For the data below, tally how many lines contain "muted" and answer only with that tally.

Data excerpts
--- --- ---
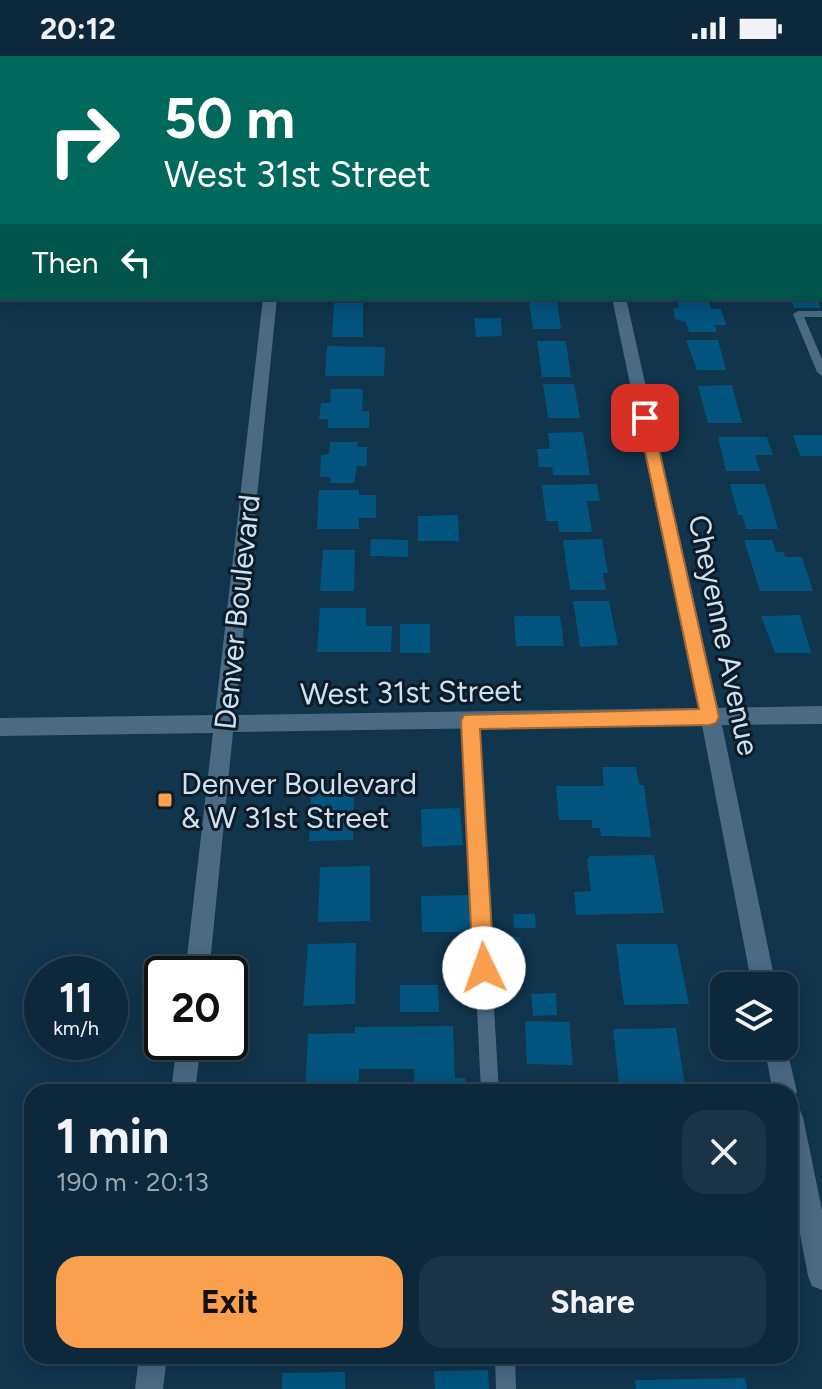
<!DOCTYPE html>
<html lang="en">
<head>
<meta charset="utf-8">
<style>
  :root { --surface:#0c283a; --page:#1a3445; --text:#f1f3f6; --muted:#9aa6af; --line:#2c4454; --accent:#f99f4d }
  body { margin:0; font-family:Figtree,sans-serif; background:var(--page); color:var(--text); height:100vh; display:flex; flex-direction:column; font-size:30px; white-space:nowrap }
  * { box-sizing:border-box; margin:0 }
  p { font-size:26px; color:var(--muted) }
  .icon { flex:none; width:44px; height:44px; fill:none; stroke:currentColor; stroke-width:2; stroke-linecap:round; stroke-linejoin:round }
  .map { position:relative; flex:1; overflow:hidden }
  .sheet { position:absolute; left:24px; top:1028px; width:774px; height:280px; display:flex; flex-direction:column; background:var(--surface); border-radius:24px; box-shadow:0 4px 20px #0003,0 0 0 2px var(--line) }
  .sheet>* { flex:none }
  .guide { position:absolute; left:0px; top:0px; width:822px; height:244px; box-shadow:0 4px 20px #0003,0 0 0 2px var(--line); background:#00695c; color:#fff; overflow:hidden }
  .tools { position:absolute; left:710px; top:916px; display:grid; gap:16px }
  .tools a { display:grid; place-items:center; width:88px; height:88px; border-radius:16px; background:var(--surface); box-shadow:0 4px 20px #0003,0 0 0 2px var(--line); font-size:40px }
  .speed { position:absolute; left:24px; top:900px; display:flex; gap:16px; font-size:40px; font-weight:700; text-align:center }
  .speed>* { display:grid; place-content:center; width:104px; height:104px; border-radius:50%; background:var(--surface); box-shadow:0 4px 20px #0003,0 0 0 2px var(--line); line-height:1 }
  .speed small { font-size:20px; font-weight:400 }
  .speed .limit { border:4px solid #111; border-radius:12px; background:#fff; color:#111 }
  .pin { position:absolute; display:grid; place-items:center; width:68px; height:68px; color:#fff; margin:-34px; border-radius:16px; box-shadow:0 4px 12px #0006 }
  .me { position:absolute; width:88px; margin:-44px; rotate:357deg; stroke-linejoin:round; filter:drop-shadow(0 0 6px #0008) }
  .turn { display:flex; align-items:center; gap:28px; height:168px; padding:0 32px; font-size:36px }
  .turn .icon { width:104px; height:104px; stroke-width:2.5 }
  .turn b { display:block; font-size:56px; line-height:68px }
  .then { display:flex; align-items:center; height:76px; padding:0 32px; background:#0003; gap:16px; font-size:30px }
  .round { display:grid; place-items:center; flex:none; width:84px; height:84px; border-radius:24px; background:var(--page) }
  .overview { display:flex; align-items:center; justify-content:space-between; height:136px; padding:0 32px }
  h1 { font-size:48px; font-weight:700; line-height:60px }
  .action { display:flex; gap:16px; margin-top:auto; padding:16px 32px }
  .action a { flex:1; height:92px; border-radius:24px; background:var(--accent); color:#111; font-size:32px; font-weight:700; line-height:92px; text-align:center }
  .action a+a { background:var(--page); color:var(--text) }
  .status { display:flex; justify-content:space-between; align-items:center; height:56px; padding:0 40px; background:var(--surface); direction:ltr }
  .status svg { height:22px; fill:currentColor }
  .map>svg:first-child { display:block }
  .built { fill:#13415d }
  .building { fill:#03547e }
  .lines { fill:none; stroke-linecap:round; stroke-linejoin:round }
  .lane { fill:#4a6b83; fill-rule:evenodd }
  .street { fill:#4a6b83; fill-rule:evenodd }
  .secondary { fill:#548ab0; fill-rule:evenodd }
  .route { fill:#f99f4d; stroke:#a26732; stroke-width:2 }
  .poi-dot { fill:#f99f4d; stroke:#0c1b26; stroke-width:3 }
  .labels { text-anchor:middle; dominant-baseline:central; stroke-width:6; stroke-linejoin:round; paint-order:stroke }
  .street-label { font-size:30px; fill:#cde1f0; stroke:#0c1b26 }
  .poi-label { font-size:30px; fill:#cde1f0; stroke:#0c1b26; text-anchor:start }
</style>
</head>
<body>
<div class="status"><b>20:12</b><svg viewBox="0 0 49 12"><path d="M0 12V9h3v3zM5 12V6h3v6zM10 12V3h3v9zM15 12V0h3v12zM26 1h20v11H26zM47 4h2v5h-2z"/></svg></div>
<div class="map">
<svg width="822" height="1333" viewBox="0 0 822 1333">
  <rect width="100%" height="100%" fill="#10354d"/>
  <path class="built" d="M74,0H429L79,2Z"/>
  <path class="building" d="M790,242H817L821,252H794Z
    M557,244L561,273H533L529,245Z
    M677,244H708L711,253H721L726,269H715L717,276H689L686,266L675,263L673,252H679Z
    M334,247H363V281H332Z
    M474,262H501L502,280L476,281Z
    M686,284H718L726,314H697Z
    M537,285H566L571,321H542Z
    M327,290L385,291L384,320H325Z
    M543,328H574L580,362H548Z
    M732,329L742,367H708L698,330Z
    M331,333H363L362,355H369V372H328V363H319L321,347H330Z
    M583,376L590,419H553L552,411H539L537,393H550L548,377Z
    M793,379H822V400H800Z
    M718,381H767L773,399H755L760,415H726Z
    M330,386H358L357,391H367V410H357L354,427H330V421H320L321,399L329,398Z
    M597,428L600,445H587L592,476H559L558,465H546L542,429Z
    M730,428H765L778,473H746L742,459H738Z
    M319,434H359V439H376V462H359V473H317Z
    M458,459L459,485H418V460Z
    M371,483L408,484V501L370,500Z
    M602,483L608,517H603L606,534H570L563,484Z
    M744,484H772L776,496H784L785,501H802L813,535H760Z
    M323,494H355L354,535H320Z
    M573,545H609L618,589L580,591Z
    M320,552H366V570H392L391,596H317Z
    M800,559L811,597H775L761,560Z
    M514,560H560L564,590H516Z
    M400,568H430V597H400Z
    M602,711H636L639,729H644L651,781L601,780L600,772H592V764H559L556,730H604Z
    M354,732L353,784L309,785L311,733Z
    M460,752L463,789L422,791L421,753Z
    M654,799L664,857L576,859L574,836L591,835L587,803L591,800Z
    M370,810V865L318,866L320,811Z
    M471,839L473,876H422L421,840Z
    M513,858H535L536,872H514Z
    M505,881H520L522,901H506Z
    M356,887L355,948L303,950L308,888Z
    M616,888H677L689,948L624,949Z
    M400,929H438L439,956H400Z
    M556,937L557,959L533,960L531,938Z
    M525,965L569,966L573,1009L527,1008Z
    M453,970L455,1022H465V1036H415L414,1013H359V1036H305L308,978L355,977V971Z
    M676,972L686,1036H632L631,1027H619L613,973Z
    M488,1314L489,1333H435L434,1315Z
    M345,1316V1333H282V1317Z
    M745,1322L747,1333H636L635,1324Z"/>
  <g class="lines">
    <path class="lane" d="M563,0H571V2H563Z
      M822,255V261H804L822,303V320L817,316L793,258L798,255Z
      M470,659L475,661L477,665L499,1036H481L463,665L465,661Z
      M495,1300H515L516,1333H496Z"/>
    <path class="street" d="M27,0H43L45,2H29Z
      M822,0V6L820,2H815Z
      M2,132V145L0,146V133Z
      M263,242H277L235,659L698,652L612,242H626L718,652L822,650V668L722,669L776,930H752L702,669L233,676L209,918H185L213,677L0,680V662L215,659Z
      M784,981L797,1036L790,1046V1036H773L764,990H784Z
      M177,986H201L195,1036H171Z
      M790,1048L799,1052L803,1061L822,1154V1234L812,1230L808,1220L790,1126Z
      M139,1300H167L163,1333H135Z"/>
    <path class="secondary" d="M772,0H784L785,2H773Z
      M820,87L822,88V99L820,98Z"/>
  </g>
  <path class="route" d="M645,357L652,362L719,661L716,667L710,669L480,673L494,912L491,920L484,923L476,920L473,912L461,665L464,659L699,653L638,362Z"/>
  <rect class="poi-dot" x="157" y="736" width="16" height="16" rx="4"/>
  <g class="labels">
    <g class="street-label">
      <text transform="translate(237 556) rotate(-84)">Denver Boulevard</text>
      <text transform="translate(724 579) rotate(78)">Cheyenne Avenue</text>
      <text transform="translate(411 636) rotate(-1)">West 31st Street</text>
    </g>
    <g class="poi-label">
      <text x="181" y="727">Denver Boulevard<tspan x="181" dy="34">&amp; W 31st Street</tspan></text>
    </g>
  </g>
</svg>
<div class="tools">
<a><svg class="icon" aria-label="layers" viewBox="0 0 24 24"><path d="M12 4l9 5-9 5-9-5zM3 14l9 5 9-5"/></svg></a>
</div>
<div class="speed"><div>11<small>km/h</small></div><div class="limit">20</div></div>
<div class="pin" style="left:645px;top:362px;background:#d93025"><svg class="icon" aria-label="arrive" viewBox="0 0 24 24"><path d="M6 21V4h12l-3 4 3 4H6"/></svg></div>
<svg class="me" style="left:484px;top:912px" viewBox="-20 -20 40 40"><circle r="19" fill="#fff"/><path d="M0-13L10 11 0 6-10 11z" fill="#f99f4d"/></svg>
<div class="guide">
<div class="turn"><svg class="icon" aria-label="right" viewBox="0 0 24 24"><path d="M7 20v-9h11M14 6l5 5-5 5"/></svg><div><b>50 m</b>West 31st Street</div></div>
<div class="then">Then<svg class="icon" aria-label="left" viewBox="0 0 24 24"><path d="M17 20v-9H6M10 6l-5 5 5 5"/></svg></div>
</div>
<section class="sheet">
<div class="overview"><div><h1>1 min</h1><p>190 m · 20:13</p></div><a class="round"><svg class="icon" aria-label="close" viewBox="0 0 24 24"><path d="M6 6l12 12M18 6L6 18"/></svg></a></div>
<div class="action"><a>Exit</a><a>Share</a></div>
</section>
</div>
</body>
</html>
--- --- ---
*RESPONSE BOX*: 2